Here, the thermally conductive substrate means a substrate having a higher thermal conductivity than the sapphire substrate. The thermally conductive substrate may be a conductive substrate. On the other hand, a "semi-insulating layer" generally refers to a layer of high resistance material whose resistivity is at least about 10 ⁵ Ω · cm at room temperature. In the present specification, unless otherwise stated, the semi-insulating layer includes an insulating layer.

An electrode pad may be formed on the upper semiconductor layer and connected to the metal wiring. The electrode pad is in ohmic contact with the upper semiconductor layer. In addition, a transparent electrode layer may be interposed between the electrode pad and the upper semiconductor layer.

The lower semiconductor layer and the upper semiconductor layer of the light emitting cell may be P-type and N-type semiconductor layers, or N-type and P-type semiconductor layers. Preferably, the lower semiconductor layer is a P-type semiconductor layer, and the upper semiconductor layer is an N-type semiconductor layer. In addition, the top surface of each upper semiconductor layer may be roughened. As the upper surface of the upper semiconductor layer is formed to be rough, the light extraction efficiency of light emitted from the active layer to the upper semiconductor layer is improved.

A method of manufacturing a light emitting diode according to another aspect of the present invention includes forming semiconductor layers including a buffer layer, a first conductive semiconductor layer, an active layer, and a second conductive semiconductor layer on a first substrate. In addition, an insulating layer or a semi-insulating layer is formed on a second thermally conductive substrate separate from the first substrate. Thereafter, the semiconductor layers and the insulating layer or the semi-insulating layer are bonded so that the second conductive semiconductor layer and the insulating layer or the semi-insulating layer face each other. Subsequently, the first substrate is separated from the semiconductor layers. Thereafter, the semiconductor layers are patterned to emit light including lower semiconductor layers spaced apart from each other, an upper semiconductor layer positioned above a portion of each lower semiconductor layer, and an active layer interposed between the lower semiconductor layer and the upper semiconductor layer. Cells are formed. Thereafter, metal interconnections are formed to electrically connect the upper semiconductor layers of the light emitting cells and the lower semiconductor layers of the light emitting cells adjacent thereto. Accordingly, a light emitting diode in which light emitting cells are formed on a thermally conductive substrate can be manufactured.

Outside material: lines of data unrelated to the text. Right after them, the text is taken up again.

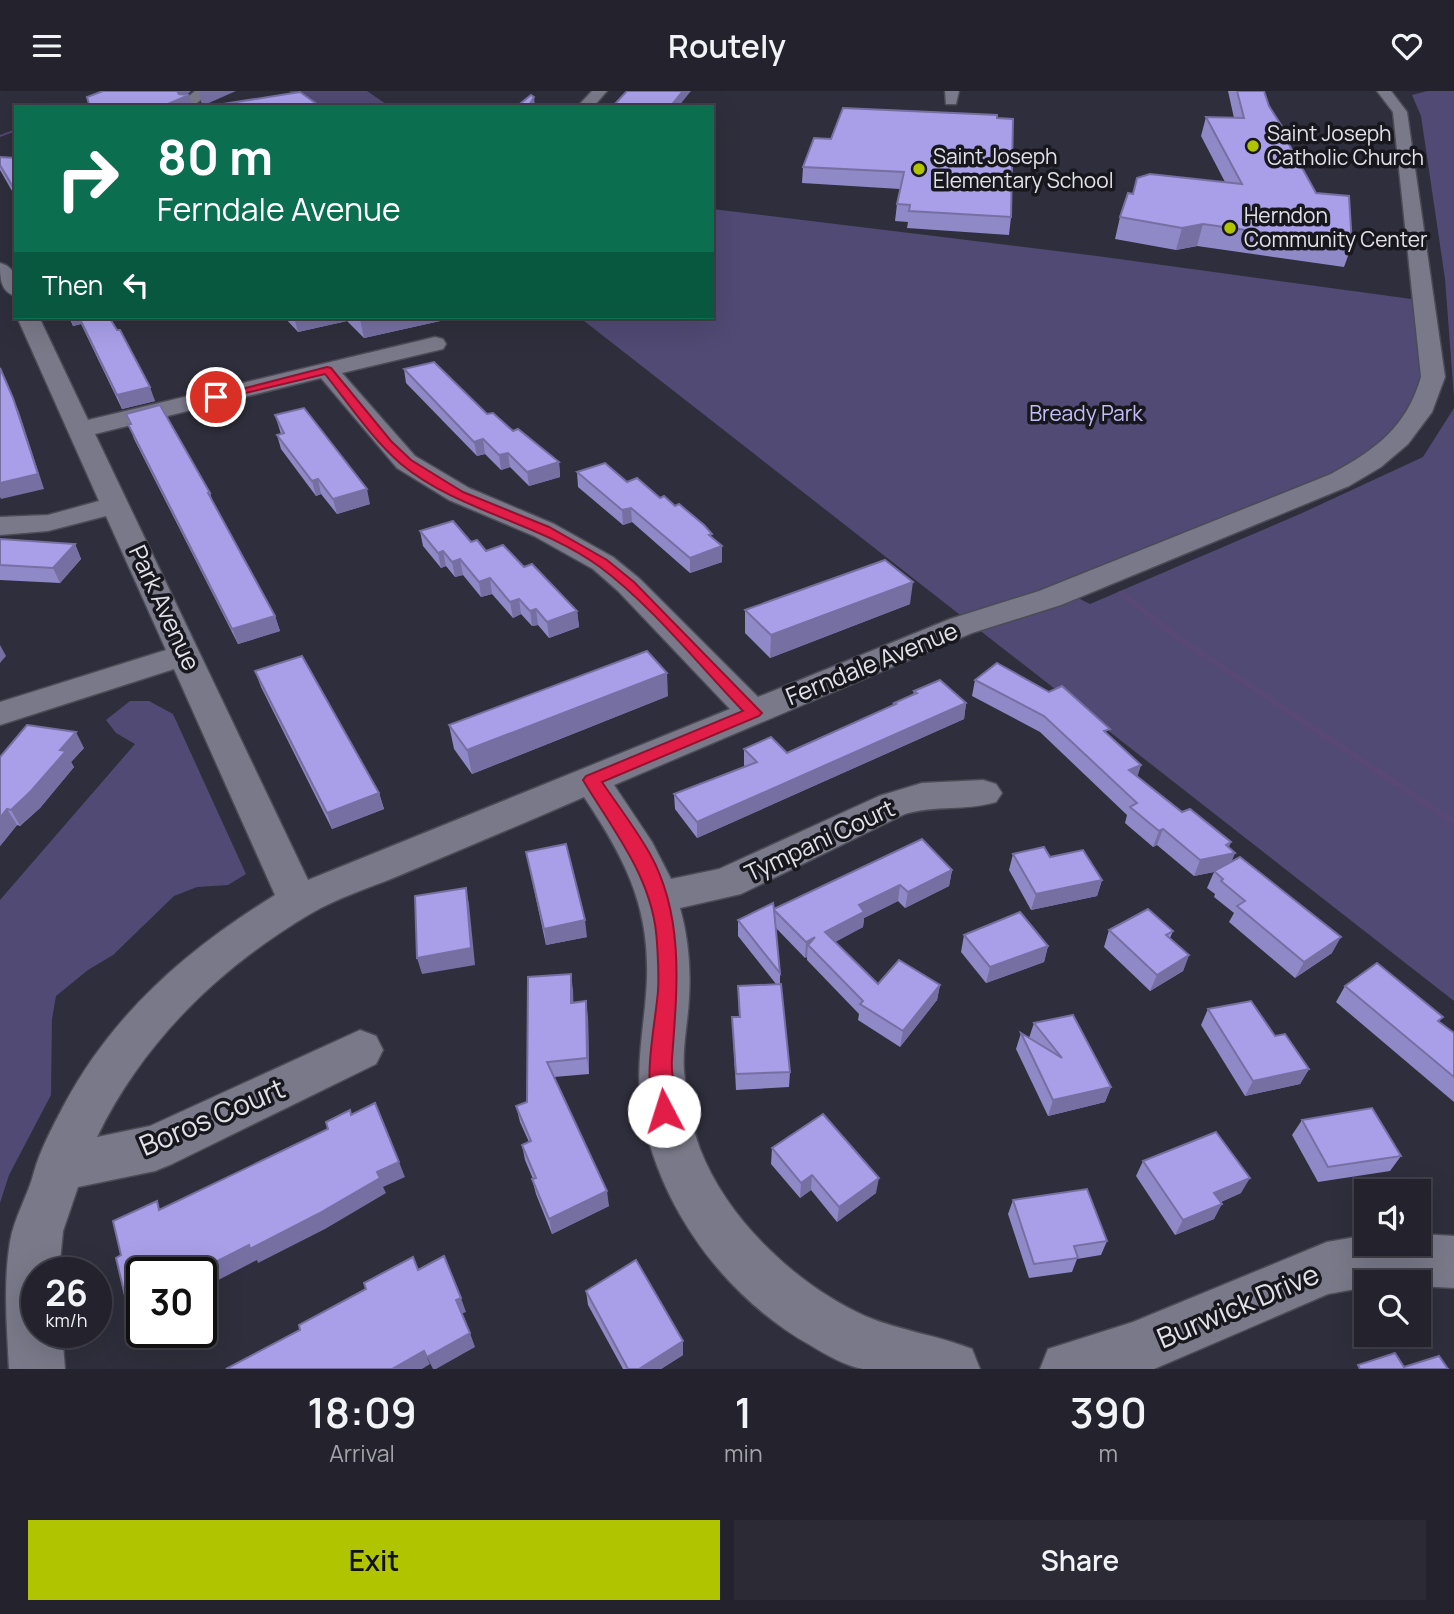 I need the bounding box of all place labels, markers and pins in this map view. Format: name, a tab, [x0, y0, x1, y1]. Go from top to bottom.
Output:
place label: Saint Joseph Catholic Church	[1267, 119, 1424, 171]
marker: Saint Joseph Catholic Church	[1245, 138, 1261, 154]
place label: Saint Joseph Elementary School	[933, 142, 1114, 194]
marker: Saint Joseph Elementary School	[911, 161, 927, 177]
place label: Herndon Community Center	[1244, 201, 1428, 253]
marker: Herndon Community Center	[1222, 220, 1238, 236]
pin	[186, 367, 246, 427] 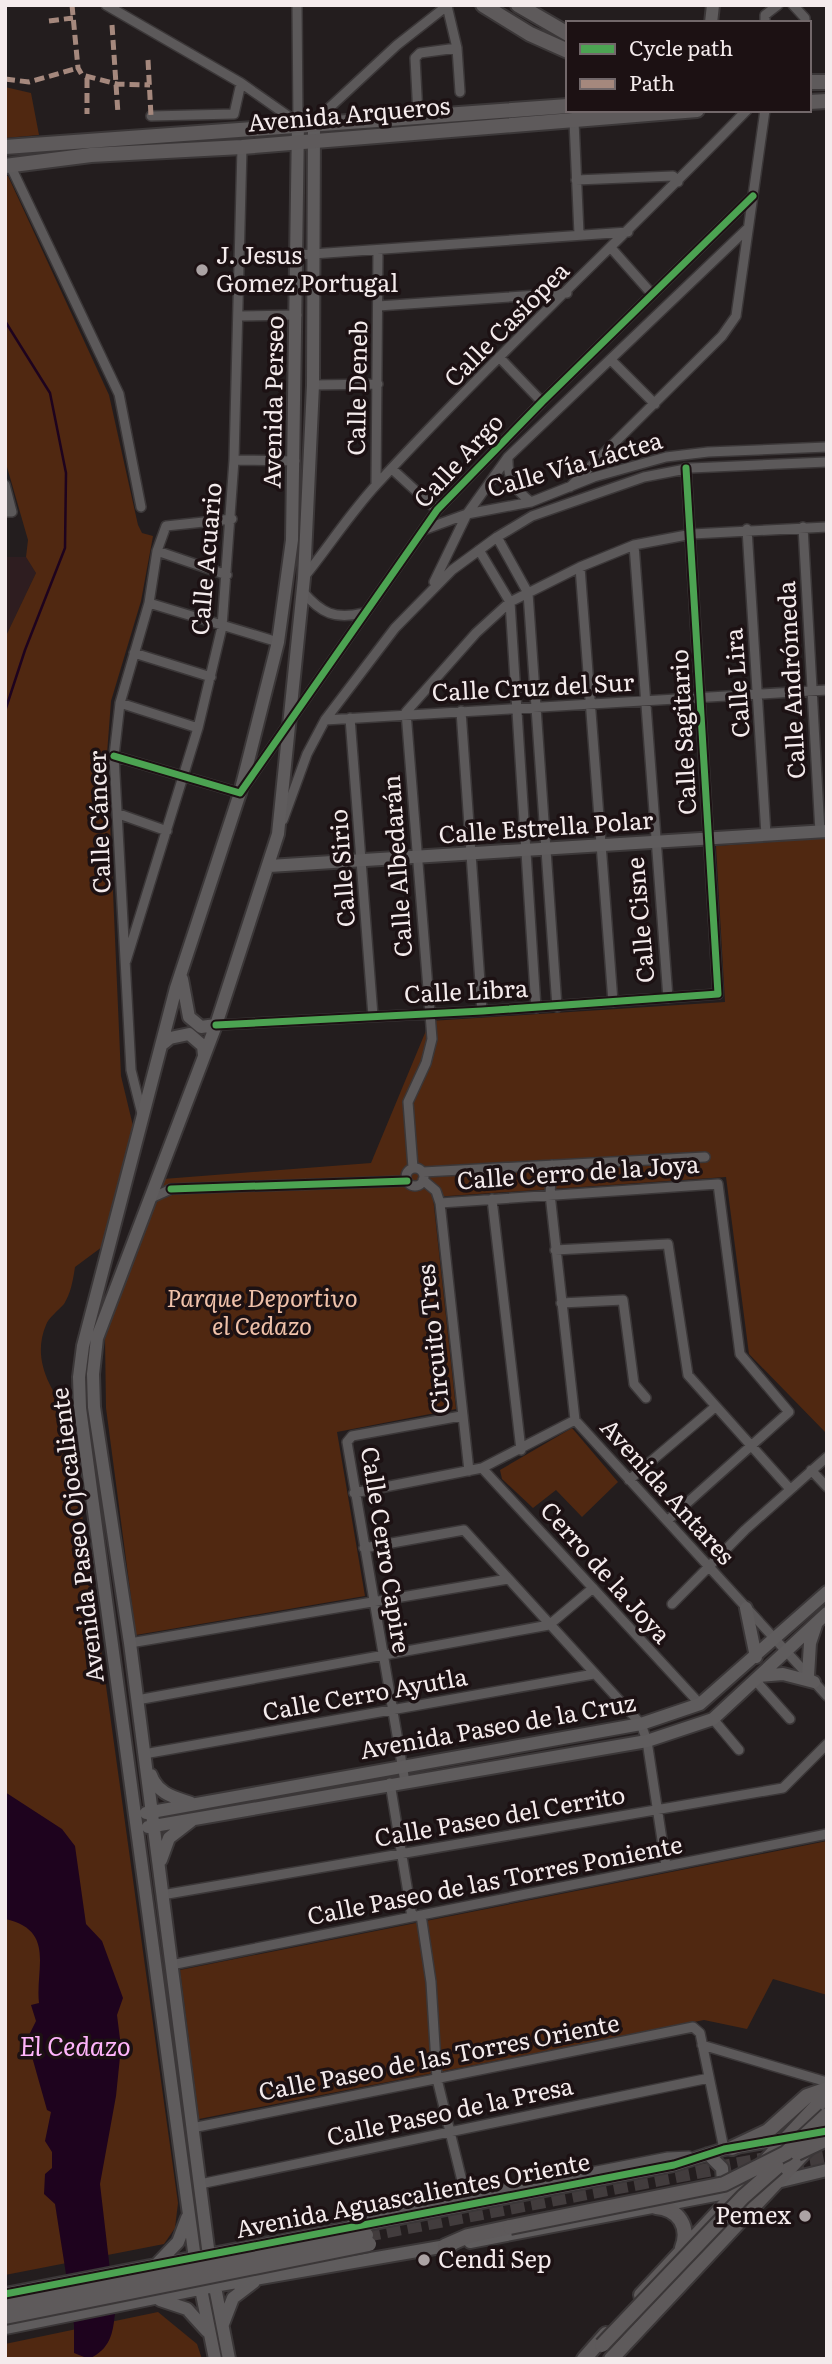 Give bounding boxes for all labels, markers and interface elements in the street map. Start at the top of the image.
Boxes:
legend [566,21,811,112]
text: Cycle path [629,31,733,62]
text: Path [629,66,675,97]
street label: Avenida Arqueros [246,86,452,139]
place label: J. Jesus Gomez Portugal [216,236,398,299]
street label: Calle Casiopea [435,253,576,394]
marker: J. Jesus Gomez Portugal [194,262,210,278]
street label: Avenida Perseo [252,315,291,489]
street label: Calle Deneb [337,320,374,456]
street label: Calle Argo [404,404,510,514]
street label: Calle Vía Láctea [483,421,666,504]
street label: Calle Acuario [180,481,229,637]
street label: Calle Andrómeda [767,580,812,780]
street label: Calle Lira [714,627,757,739]
street label: Calle Sagitario [660,648,703,816]
street label: Calle Cruz del Sur [431,663,636,708]
street label: Calle Cáncer [77,749,117,894]
street label: Calle Albedarán [372,774,419,958]
street label: Calle Estrella Polar [437,801,655,850]
street label: Calle Sirio [319,808,362,928]
street label: Calle Cisne [616,856,661,985]
street label: Calle Libra [403,969,529,1010]
street label: Calle Cerro de la Joya [455,1145,700,1196]
street label: Circuito Tres [406,1263,457,1416]
park label: Parque Deportivo el Cedazo [166,1279,358,1342]
street label: Avenida Paseo Ojocaliente [40,1386,111,1685]
street label: Avenida Antares [594,1409,744,1571]
street label: Calle Cerro Capire [354,1444,421,1655]
street label: Cerro de la Joya [534,1493,680,1650]
street label: Calle Cerro Ayutla [259,1657,470,1728]
street label: Avenida Paseo de la Cruz [357,1683,639,1766]
street label: Calle Paseo del Cerrito [372,1775,628,1854]
street label: Calle Paseo de las Torres Poniente [304,1825,685,1932]
street label: Calle Paseo de las Torres Oriente [255,2003,622,2108]
water label: El Cedazo [19,2025,131,2064]
street label: Calle Paseo de la Presa [323,2066,576,2153]
street label: Avenida Aguascalientes Oriente [232,2142,593,2245]
place label: Pemex [715,2196,791,2231]
marker: Pemex [797,2208,813,2224]
place label: Cendi Sep [438,2240,552,2275]
marker: Cendi Sep [416,2252,432,2268]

The semiconductor layers may be patterned to form lower semiconductor layers spaced apart from each other, and then the exposed insulating layer or semi-insulating layer may be removed. Accordingly, leakage current through the insulating layer or the semi-insulating layer is prevented.

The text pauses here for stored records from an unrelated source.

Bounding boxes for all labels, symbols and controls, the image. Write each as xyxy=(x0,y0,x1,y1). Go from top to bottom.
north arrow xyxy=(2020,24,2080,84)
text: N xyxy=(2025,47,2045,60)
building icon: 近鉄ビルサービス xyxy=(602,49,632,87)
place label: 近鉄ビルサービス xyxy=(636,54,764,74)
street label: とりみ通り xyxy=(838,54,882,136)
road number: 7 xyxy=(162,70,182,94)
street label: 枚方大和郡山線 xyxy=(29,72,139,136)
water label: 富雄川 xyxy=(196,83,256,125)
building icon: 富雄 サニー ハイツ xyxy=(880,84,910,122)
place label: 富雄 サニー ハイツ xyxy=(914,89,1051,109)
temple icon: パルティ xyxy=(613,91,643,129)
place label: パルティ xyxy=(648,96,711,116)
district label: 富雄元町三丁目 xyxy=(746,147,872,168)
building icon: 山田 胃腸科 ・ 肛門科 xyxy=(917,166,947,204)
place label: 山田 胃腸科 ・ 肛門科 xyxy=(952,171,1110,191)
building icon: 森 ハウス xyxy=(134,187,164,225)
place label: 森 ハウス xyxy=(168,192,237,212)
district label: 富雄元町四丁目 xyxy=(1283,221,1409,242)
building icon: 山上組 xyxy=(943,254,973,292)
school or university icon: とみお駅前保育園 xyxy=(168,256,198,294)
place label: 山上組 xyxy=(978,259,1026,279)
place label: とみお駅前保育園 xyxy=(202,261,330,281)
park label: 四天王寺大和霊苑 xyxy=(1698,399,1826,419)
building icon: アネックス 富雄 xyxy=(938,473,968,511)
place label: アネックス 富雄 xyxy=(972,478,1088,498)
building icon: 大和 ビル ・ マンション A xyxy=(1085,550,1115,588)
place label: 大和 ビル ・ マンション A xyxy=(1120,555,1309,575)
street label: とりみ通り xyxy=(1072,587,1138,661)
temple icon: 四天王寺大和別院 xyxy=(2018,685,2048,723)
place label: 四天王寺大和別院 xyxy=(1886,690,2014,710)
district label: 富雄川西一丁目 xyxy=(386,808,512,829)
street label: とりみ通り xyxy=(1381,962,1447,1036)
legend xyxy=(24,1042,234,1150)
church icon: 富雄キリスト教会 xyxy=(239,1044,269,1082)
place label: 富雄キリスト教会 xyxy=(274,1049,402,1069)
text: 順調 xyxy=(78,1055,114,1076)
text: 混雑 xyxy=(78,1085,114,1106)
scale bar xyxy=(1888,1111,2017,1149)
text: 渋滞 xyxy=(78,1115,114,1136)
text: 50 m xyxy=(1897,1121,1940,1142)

The first conductive semiconductor layer and the second conductive semiconductor layer may be N-type and P-type semiconductor layers, or P-type and N-type semiconductor layers. Preferably, the first conductivity type semiconductor layer is an N type semiconductor layer, and the second conductivity type semiconductor layer is a P type semiconductor layer.

After separating the first substrate, the remaining buffer layer is removed. Accordingly, the top surface of the N-type semiconductor layer is exposed.

The exposed surface of the N-type semiconductor layer may be roughened to improve light extraction efficiency.

For example, roughening the surface of the N-type semiconductor layer may be performed using a photoelectrochemical (PEC) etching technique. Alternatively, roughening the surface of the N-type semiconductor layer may include forming a metal layer on the exposed N-type semiconductor layer. The metal layer may be heat-treated to form metal islands, and a portion of the N-type semiconductor layer may be etched using the islands as an etching mask. As a result, an N-type semiconductor layer having a rough surface is formed.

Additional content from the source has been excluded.